IV. Finding of Possible Unfair or Deceptive Business Practice
In oral submissions, the Appellant noted that Unifund was involved in a prior O. Reg. 283/95 case in Danilov. In that case Unifund referred to the nexus test, now supported by the Supreme Court of Canada as well as the Ontario Court of Appeal, as “infamous.”
The Superintendent’s 2009 recommendation, six years ago, was that it be made more difficult for insurers to deflect claims to ensure that claimants receive accident benefits while the issue of liability for a claim is resolved. The Superintendent noted that “[s]ome court decisions have criticized insurance companies for the way they handle these claims.”
Section 288 of the Insurance Act provides:
Finding of possible unfair or deceptive business practice
- The Director shall review arbitration orders and may recommend to the Superintendent that the Superintendent investigate the business practices of an insurer if the Director is of the opinion that any one or more arbitrations or appeals from arbitrations reveal unfair or deceptive business practices. R.S.O. 1990, c. I.8, s. 288; 1996, c. 21, s. 43.
Under subsection 6(4) of the Insurance Act, R.S.O. 1990, c. I. 8, the Director of Arbitrations’ powers were delegated to me to hold hearings on the Director’s behalf and exercise his powers and perform his duties relating to such hearings.
The Director’s duties under section 288 of the Insurance Act were not delegated to me.
October 23, 2015
Lawrence Blackman Director’s Delegate
Date
Footnotes
- Mrs.
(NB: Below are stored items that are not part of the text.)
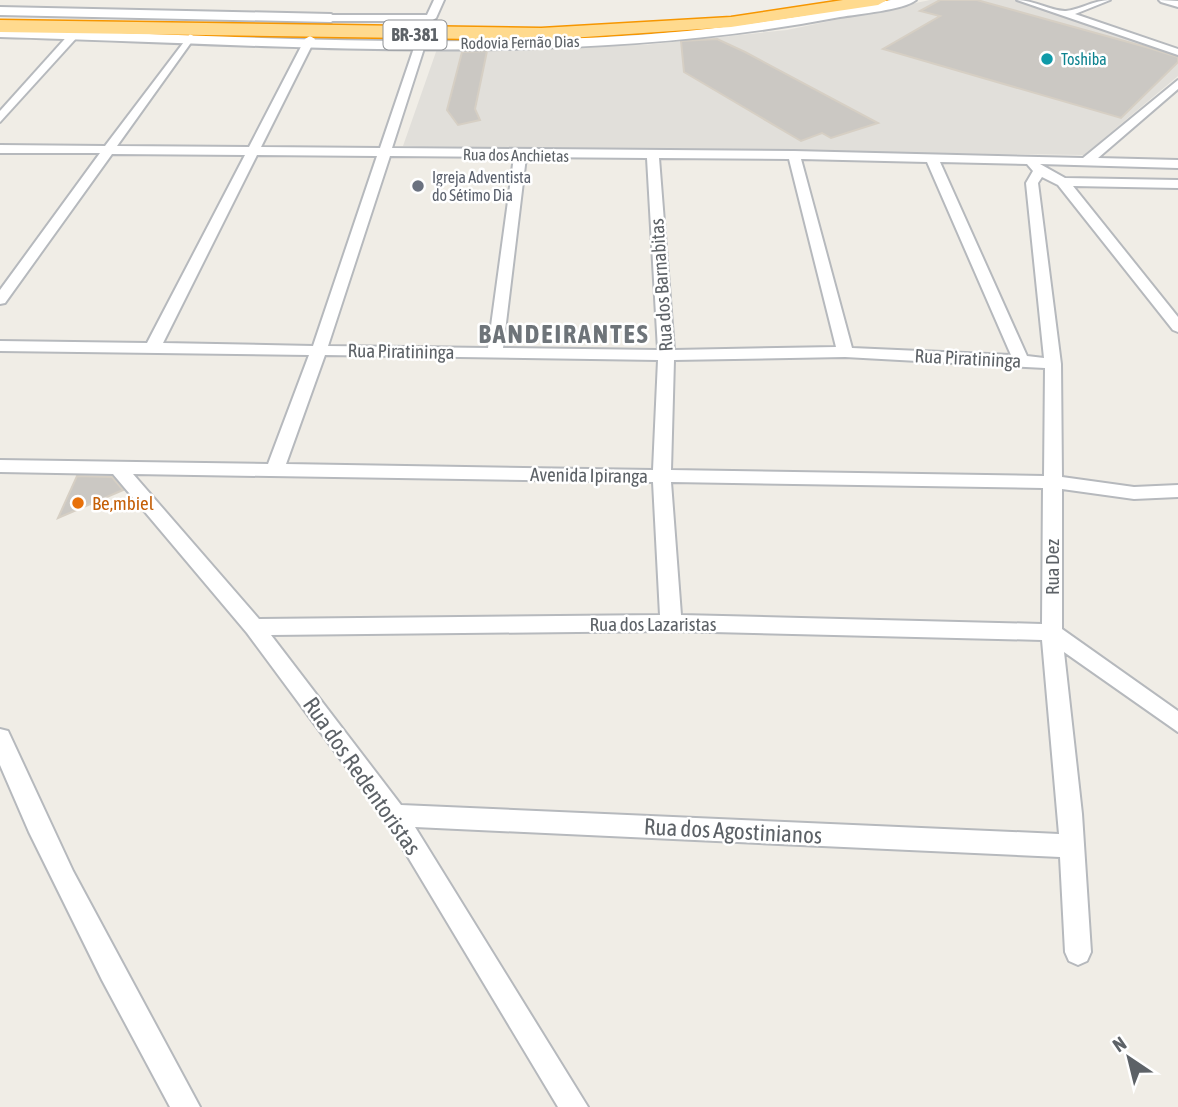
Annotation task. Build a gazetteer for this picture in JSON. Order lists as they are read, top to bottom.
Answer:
{
  "streets": {
    "highway": ["BR-381", "Rodovia Fernão Dias"],
    "street": [
      "Rua dos Anchietas",
      "Rua dos Barnabitas",
      "Rua Piratininga",
      "Avenida Ipiranga",
      "Rua Dez",
      "Rua dos Lazaristas",
      "Rua dos Redentoristas",
      "Rua dos Agostinianos"
    ]
  },
  "crossings": [
    ["BR-381", "Rodovia Fernão Dias"],
    ["Rua dos Anchietas", "Rua dos Barnabitas"],
    ["Rua dos Anchietas", "Rua Dez"],
    ["Rua dos Barnabitas", "Rua Piratininga"],
    ["Rua dos Barnabitas", "Avenida Ipiranga"],
    ["Rua dos Barnabitas", "Rua dos Lazaristas"],
    ["Rua Piratininga", "Rua Dez"],
    ["Avenida Ipiranga", "Rua Dez"],
    ["Avenida Ipiranga", "Rua dos Redentoristas"],
    ["Rua Dez", "Rua dos Lazaristas"],
    ["Rua Dez", "Rua dos Agostinianos"],
    ["Rua dos Lazaristas", "Rua dos Redentoristas"],
    ["Rua dos Redentoristas", "Rua dos Agostinianos"]
  ],
  "districts": ["BANDEIRANTES"],
  "places": ["Toshiba", "Igreja Adventista do Sétimo Dia", "Be,mbiel"],
  "north": "top left"
}
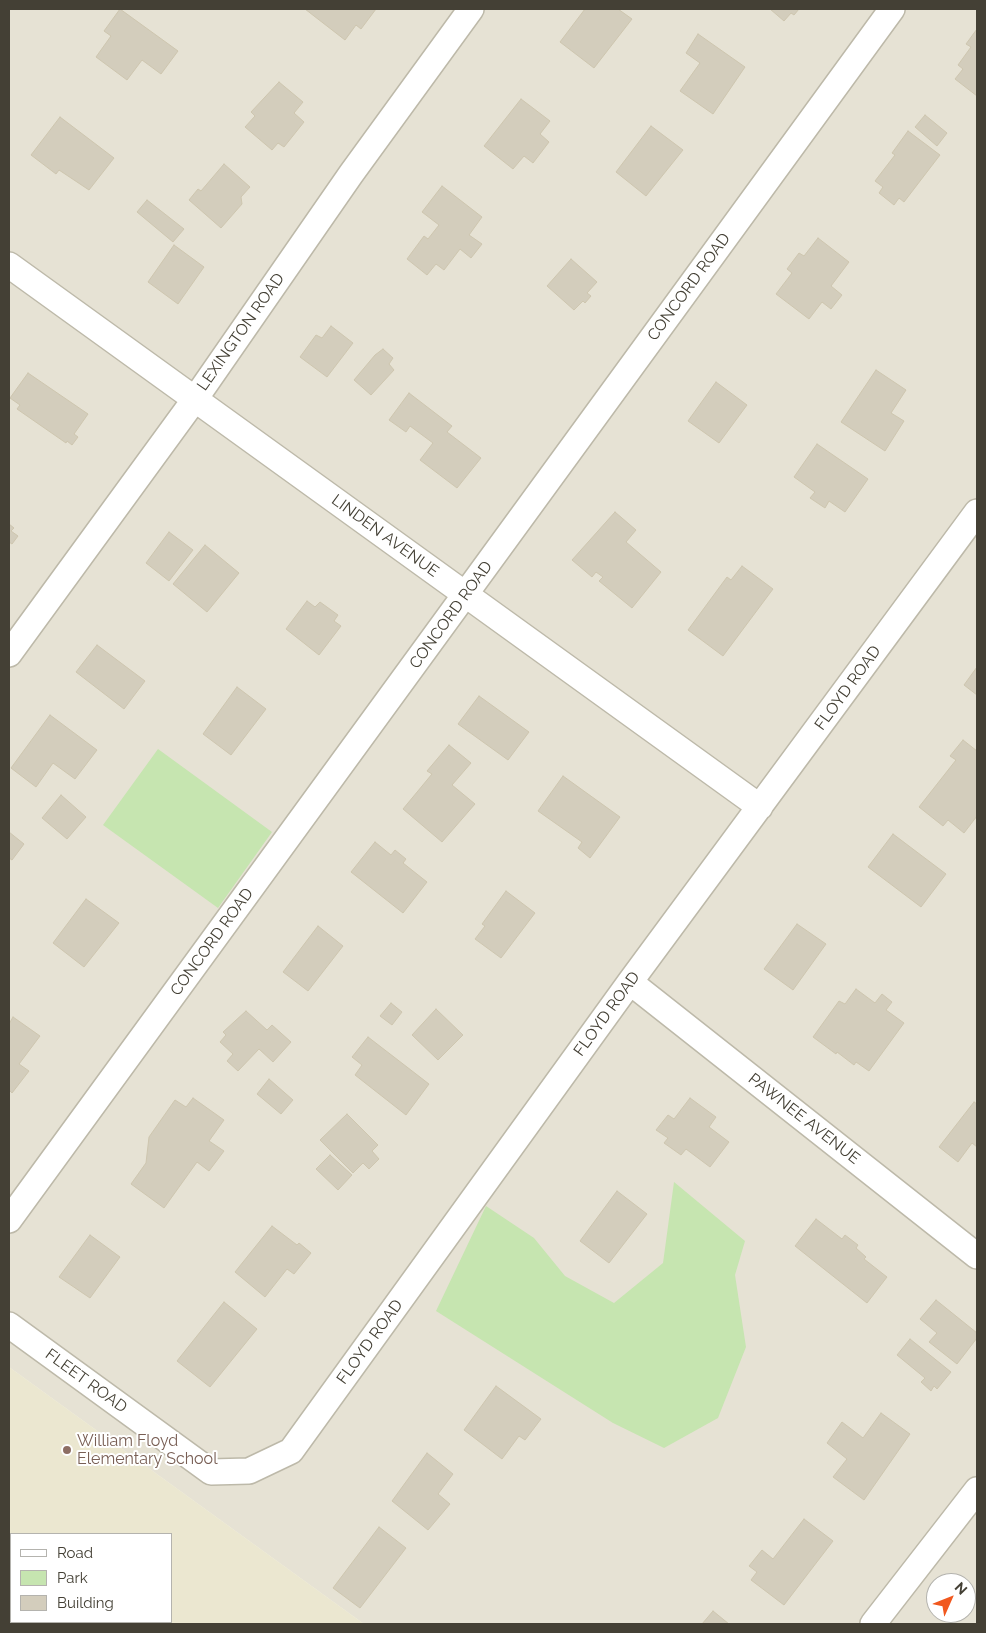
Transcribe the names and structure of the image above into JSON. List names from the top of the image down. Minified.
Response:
{"streets":{"street":["CONCORD ROAD","LEXINGTON ROAD","LINDEN AVENUE","FLOYD ROAD","PAWNEE AVENUE","FLEET ROAD"]},"crossings":[["CONCORD ROAD","LINDEN AVENUE"],["LEXINGTON ROAD","LINDEN AVENUE"],["LINDEN AVENUE","FLOYD ROAD"],["FLOYD ROAD","PAWNEE AVENUE"],["FLOYD ROAD","FLEET ROAD"]],"places":["William Floyd Elementary School"],"legend":["Road","Park","Building"],"north":"top right"}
Blatherwick, the cook in Nanny McPhee, 2005, who clings to the mollifying comfort of her employer’s note that his seven children are not allowed in her kitchen.
- The Statutory Accident Benefits Schedule — Effective September 1, 2010, O.Reg 34/10, as amended.
- Juriansz J.A. cites, as examples: Allstate Insurance Co. of Canada v. Brown (1998), 1998 CanLII 18877 (ON SC), 40 O.R. (3d) 610 (Div. Ct.); Lombard Canada Ltd. v. Royal & SunAlliance Insurance Co. (2008), 2007 CanLII 82792 (ON SC), 94 O.R. (3d) 62 (S.C.); Kingsway General Insurance Co. v. Ontario (Minister of Finance), 2007 ONCA 62, 84 O.R. (3d) 507; Rozmerets v. Wawanesa Mutual Insurance Co., [2002] O.F.S.C.D. No. 99 (FSCO Arb.); Bianca v. Wawanesa Mutual Insurance Co., [2004] O.F.S.C.D. No. 185 (FSCO Arb.); Vieira v. Royal & SunAlliance Insurance Co. of Canada, [2005] O.F.S.C.D. No. 7 (FSCO Appeal).
- Mauldin v. Cassels Brock & Blackwell LLP, 2013 ONCA 307: “A Bullock order requires an unsuccessful defendant to reimburse the plaintiff for the successful defendant’s costs; a Sanderson order requires the unsuccessful defendant to pay the successful defendant’s costs directly: see Moore (Litigation Guardian of) v. Wienecke, [2006] O.J. No. 2044, at para. 11, rev’d 2008 ONCA 162, 90 O.R. (3d) 463 (C.A.), but affirmed on this point.”